Afgezien van de politiek is het Sikhisme gebaseerd op het idee van karma, of wedergeboorte, maar gelooft dat, als je de Sikh manier volgt, of dharma, zoals uitgelegd in het Sikhisme, je moksha zult bereiken, een idee dat ook in sommige Boeddhistische scholen voorkomt. Deze concepten van dharma, karma en moksha spelen ook een sleutelrol in het Hindoe-geloof. Het Sikhisme hecht ook waarde aan de klank Om. Omkar (vereerd door hindoes, boeddhisten en jains) verwijst in het sikhisme naar het goddelijke. Het heilige boek van de Sikhs, Shri Guru Granth Sahib, is een verzameling Bhakti-liederen, van verschillende dichters uit die tijd, van Kabir tot Ravidas tot Namdeo. Het idee van een heilig boek komt naar India via de Islam; daarvoor hechtten de Indiërs meer waarde aan het mondelinge dan aan het tekstuele, aan het vloeiende dan aan het vaste. De Sikh praktijk van het gedenken van Gods naam (Simran, van het Sanskriet smaran) heeft wortels in Bhakti en het belang van dienstbaarheid (seva) maakt het Sikhisme veel socialer en broederlijker, net als de Islam, dan het op kasten gebaseerde Hindoeïsme.
In tegenstelling tot Hindoes, maar net als Moslims, mijden Sikhs beeldspraak. God in het Sikhisme is nirgun (vormloos). Het Sikhisme is sterk monotheïstisch, zoals de Islam, hoewel de Sikh geschriften de verering van Krishna (Govind, Hari, Bitthal), Ram en Durga (Chandi) en Allah onthullen in de geest van eenheid met alle godsdiensten, een kenmerk van Bhakti-Sufi praktijken. In het Sikhisme wordt kaste volledig verworpen en worden geslachten als gelijkwaardig beschouwd. Een man die het Sikhisme aanhangt, wordt Singh genoemd en een vrouw Kaur, wat respectievelijk tijger en tijgerin betekent.
Net als in de islam is er een gedragscode die de Rehat Nama of Rehat Maryada wordt genoemd. In de loop der tijden is er een scheiding gekomen tussen religieuze zaken, Piri, en wereldlijke zaken, Miri. De wrede vervolging van de Sikh goeroes door de Mughals in de 17e eeuw speelde een sleutelrol in de consolidatie van de Sikh identiteit, vooral de opkomst van de Khalsa (de zuiveren) die krijgskunst en militaire discipline omarmden om het geloof te beschermen.
Tot ongeveer honderd jaar geleden waren de scheidslijnen tussen Hindoeïsme en Sikhisme niet zo scherp.
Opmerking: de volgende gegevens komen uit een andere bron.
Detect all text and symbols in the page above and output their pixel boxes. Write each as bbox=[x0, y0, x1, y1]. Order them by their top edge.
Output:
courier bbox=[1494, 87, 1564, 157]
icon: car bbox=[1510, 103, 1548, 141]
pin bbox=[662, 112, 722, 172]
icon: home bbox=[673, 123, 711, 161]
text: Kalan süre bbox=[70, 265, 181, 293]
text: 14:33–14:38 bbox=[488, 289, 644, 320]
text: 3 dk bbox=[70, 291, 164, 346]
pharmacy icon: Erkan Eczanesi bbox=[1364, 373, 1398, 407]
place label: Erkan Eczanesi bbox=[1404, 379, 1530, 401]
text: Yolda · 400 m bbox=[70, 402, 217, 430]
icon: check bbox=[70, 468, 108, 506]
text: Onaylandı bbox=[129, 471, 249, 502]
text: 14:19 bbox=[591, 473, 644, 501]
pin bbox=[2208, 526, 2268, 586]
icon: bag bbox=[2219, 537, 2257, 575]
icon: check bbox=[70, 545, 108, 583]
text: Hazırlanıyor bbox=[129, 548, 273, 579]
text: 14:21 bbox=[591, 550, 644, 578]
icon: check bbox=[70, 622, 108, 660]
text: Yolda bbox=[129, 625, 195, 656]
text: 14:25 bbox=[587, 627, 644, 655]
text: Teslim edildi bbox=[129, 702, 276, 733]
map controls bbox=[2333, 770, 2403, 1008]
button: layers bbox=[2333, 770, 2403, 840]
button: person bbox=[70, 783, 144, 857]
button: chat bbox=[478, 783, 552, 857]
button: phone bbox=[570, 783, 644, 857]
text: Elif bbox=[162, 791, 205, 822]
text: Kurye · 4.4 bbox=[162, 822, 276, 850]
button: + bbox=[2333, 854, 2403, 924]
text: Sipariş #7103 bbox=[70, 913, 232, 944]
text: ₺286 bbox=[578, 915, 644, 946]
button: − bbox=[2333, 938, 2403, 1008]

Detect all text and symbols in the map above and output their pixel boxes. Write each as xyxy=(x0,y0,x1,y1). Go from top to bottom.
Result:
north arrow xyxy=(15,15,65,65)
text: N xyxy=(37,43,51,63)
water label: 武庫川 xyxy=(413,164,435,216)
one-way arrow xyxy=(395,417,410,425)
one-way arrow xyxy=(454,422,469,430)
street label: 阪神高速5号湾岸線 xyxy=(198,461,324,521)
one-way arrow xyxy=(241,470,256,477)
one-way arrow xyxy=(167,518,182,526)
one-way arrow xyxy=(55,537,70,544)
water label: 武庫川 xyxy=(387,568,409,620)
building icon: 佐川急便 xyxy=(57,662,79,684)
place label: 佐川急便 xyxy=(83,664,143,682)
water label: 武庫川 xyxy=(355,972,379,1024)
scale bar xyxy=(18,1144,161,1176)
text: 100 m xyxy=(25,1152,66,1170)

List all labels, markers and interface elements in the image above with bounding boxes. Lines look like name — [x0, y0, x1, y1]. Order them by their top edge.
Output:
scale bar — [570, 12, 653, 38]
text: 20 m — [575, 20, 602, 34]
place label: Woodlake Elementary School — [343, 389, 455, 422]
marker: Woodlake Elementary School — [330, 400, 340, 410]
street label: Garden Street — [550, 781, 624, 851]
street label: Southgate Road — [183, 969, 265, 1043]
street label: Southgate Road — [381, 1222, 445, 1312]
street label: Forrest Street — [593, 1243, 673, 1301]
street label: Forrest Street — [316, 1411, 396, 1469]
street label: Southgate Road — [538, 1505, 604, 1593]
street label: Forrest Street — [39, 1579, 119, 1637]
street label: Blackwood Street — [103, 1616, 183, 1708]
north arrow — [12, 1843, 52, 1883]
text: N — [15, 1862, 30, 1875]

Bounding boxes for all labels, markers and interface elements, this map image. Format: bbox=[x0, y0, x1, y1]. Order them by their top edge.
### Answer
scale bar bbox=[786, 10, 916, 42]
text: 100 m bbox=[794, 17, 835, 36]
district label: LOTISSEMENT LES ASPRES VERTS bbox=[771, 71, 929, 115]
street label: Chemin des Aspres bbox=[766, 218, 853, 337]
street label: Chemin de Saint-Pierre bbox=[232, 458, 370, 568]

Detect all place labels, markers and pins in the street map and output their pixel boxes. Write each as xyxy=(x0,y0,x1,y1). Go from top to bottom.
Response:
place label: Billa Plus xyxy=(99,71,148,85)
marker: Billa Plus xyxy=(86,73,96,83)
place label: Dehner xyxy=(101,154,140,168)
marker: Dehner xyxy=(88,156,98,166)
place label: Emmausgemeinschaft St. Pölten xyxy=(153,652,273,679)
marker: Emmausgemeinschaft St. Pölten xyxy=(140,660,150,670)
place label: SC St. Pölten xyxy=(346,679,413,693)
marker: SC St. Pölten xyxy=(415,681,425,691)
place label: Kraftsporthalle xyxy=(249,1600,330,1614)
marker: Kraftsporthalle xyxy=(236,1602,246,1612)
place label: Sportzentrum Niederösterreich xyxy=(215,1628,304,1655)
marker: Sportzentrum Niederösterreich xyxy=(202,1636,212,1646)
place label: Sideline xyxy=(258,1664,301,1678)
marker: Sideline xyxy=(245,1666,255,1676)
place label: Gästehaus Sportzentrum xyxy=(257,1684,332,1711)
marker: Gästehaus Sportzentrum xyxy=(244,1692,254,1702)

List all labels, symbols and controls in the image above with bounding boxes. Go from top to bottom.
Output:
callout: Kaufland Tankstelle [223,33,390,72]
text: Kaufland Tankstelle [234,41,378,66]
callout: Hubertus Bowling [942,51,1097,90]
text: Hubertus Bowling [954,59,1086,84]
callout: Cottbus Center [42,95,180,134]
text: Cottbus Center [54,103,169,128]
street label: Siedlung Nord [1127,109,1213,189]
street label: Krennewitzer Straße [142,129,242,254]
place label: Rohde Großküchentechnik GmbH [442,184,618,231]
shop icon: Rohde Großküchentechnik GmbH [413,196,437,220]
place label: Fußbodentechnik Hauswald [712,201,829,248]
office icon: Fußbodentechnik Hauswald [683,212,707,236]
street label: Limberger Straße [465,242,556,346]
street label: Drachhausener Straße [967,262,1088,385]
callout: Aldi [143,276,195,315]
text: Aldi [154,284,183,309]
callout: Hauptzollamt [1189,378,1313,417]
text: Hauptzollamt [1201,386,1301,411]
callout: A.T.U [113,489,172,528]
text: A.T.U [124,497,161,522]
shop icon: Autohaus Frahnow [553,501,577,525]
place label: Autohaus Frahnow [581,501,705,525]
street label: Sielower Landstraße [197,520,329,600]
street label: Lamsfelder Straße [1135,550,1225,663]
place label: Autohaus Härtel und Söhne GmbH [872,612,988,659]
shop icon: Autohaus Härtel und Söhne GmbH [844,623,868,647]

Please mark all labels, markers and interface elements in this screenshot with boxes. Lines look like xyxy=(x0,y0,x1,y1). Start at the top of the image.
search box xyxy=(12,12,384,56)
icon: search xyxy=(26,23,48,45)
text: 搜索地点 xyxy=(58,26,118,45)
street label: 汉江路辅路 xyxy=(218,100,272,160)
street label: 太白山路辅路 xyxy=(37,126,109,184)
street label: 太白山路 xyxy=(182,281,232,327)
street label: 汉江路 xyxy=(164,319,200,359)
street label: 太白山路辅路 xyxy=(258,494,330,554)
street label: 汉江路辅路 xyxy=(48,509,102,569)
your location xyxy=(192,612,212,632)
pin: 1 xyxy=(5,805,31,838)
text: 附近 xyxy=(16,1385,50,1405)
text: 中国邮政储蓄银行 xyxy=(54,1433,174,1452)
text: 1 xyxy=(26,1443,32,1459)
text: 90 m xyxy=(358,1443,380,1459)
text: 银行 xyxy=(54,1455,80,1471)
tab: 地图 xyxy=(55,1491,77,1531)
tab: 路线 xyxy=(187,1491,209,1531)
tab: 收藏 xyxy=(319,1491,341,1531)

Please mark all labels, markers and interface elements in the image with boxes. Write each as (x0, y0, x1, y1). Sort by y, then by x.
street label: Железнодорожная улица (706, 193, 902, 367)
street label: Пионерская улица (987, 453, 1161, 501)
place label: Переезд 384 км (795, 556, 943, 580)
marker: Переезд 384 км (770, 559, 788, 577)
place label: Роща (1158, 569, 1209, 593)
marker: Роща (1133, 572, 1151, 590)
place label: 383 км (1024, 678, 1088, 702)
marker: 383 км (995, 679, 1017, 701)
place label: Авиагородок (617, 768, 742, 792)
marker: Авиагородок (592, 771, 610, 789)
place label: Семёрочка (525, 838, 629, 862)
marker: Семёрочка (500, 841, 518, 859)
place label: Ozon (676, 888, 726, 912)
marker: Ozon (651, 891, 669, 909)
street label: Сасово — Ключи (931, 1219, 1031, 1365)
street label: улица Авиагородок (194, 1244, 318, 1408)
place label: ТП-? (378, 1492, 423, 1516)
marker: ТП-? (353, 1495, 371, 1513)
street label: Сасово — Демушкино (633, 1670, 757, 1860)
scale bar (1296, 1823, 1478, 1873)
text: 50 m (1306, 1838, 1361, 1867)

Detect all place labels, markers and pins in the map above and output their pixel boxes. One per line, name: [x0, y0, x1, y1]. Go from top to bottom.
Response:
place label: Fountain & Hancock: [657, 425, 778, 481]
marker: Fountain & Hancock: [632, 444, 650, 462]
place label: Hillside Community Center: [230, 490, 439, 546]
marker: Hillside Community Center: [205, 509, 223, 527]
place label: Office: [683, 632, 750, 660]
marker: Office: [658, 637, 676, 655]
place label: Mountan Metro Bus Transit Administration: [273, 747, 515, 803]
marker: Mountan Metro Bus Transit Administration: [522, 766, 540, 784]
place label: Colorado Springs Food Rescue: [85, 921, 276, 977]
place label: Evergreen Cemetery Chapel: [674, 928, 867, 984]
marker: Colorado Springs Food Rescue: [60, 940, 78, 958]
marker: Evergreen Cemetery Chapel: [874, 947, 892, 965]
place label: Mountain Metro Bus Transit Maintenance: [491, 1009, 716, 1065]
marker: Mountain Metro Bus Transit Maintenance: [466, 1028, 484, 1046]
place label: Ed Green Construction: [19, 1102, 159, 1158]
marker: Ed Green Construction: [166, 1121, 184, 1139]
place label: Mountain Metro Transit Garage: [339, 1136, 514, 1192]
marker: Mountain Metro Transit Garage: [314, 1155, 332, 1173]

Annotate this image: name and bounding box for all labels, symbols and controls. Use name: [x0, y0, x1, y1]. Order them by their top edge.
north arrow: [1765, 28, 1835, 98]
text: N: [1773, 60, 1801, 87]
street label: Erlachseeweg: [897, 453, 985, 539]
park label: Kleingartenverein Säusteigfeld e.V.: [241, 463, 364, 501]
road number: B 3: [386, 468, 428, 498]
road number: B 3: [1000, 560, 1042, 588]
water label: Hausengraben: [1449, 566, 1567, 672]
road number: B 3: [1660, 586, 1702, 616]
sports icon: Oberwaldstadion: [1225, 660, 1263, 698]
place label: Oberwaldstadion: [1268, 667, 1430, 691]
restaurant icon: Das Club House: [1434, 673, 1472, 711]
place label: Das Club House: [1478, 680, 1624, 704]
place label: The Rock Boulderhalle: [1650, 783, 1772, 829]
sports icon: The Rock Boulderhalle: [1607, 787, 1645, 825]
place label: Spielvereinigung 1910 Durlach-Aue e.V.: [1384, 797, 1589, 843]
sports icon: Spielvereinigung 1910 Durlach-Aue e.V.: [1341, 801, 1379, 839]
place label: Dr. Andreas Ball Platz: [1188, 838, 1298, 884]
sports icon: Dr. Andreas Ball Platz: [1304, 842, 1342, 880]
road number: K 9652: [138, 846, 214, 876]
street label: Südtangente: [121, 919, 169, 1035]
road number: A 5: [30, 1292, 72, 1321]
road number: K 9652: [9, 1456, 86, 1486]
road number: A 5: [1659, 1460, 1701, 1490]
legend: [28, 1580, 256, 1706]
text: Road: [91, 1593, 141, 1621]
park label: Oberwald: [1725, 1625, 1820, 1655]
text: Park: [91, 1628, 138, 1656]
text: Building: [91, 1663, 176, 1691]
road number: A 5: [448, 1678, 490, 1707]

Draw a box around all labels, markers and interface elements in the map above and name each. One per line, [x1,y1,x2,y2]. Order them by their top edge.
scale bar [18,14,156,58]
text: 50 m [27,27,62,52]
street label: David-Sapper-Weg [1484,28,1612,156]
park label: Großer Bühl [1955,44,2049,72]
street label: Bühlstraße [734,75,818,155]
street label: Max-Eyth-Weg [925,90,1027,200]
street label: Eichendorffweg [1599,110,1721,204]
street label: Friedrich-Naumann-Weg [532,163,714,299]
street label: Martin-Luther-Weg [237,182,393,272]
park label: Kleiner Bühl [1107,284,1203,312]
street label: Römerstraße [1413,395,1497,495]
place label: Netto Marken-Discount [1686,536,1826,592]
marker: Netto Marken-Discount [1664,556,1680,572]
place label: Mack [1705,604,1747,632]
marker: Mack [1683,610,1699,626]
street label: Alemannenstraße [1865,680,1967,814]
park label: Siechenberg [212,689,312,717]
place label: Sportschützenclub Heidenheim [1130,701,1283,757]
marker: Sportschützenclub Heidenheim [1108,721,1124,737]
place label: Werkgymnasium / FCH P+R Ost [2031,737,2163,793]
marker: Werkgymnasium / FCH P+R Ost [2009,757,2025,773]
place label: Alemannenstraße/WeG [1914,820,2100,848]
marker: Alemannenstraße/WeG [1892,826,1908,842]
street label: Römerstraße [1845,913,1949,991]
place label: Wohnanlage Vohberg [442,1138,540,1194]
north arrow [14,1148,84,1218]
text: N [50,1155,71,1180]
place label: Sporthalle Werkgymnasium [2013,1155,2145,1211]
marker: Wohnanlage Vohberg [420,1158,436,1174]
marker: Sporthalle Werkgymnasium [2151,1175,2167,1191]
Veel van de gurudwaras, waar het heilige boek werd bewaard en waar mensen bijeenkwamen om te bidden, werden beheerd door mahants van de Udasin-orde. Udasinta betekent onverschilligheid. Zij stammen af van Sri Chand, die de zoon van Goeroe Nanak was. Hoewel Goeroe Nanak geloofde in het leven van een huishouder, geloofde Sri Chand in celibaat en ascese. De Udasin Mahant-orde maakte geen onderscheid tussen hindoeïsme en sikhisme; ook zij geloofden in afgoderij en vereerden Vishnu, Shiva en andere hindoegoden. Zij speelden een belangrijke rol in de verspreiding van het Sikh-gedachtegoed in de 18e en 19e eeuw. Maar in de jaren 1920 vond de Khalsa Akali beweging plaats, een soort hervormingsbeweging die er bij de Sikhs op aandrong kasteïsme en afgoderij te verwerpen. Heel langzaam werden comités gevormd, waarbij Sikhs democratische instellingen oprichtten, om de gurudwaras te beheren, en de Udasin baba’s werden buitenspel gezet. Sommigen geloven dat de Britten dit mogelijk hebben gemaakt als onderdeel van hun verdeel-en-heerspolitiek.
In het Sikhisme kan men dus de invloed zien van zowel een-leven-‘boek’-godsdiensten, als van karmische godsdiensten. Vandaag de dag is het sikhisme natuurlijk een religie op zich, met een eigen geloofsovertuiging, die net als het boeddhisme en het jainisme in de grondwet is verankerd – extremisten daargelaten.